Weather and climate models simulate complex, multi-scale physics.  They can deliver substantial value for society utilizing their predictive power. However, It can take a decade or more to develop a new model. Moreover, computer architectures and the programming models used to develop the software have evolved on a much shorter timescale and become more complex.
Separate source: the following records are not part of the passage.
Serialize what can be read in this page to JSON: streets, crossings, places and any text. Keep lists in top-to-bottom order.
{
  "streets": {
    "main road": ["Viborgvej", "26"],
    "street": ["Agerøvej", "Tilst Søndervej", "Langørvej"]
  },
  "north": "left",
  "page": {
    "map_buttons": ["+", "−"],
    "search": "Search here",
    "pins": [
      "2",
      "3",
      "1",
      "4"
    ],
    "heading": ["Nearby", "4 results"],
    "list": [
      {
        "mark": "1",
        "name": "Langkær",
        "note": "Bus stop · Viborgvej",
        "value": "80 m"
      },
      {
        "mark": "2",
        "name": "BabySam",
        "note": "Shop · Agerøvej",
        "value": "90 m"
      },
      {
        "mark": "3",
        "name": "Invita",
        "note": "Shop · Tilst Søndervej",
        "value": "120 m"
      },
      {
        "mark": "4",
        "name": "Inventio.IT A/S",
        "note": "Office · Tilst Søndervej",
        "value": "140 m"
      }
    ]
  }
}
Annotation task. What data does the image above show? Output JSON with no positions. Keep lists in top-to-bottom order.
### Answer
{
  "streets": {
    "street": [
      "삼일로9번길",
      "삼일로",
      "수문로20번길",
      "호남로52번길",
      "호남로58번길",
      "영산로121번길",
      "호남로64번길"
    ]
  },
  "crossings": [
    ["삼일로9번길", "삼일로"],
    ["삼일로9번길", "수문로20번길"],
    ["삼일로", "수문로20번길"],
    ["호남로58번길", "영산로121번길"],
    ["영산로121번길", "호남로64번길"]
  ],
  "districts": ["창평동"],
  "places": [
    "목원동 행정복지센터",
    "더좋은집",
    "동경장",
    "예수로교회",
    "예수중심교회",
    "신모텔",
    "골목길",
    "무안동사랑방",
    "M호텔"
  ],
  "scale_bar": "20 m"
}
In this presentation the Domain Specific Language (DSL) approach being adopted by the Met Office in developing its next generation model, LFRic, will be discussed and how OpenACC is being used to exploit the computational power of GPUs described. To conclude, some of the implications of the use of DSLs for parallelism, for general purpose languages and programming model specifications such as OpenACC will be considered.

Tutorials

HPC Tutorial: Introduction to Accelerated Computing with OpenACC and ISO Standard Languages

Jeff Larkin, NVIDIA

Porting and optimizing legacy applications for GPUs doesn't have to be difficult when you use the right tools. OpenACC is a directive-based parallel programming model that enables C, C++, and Fortran applications to be ported to GPUs quickly while maintaining a single code base. Learn the basics for parallelizing an application using OpenACC directives and the NVIDIA HPC Compiler. Also learn to identify important parts of your application, parallelize those parts for the GPU, optimize data movement, and improve GPU performance. Become the a GPU Hero by joining this session.

AI Tutorial: Exploring Neural Network Surrogate Models with miniWeatherML

Muralikrishnan (Murali) Gopalakrishnan Meena, Oak Ridge National Laboratory and Matthew Norman, Oak Ridge National Laboratory

There is growing interest in using machine learning (ML) as a part of numerical scientific experiment workflows. While ML architectures and applications span a very broad range, this tutorial narrows the scope to creating and deploying Neural Network surrogate models using simulation data.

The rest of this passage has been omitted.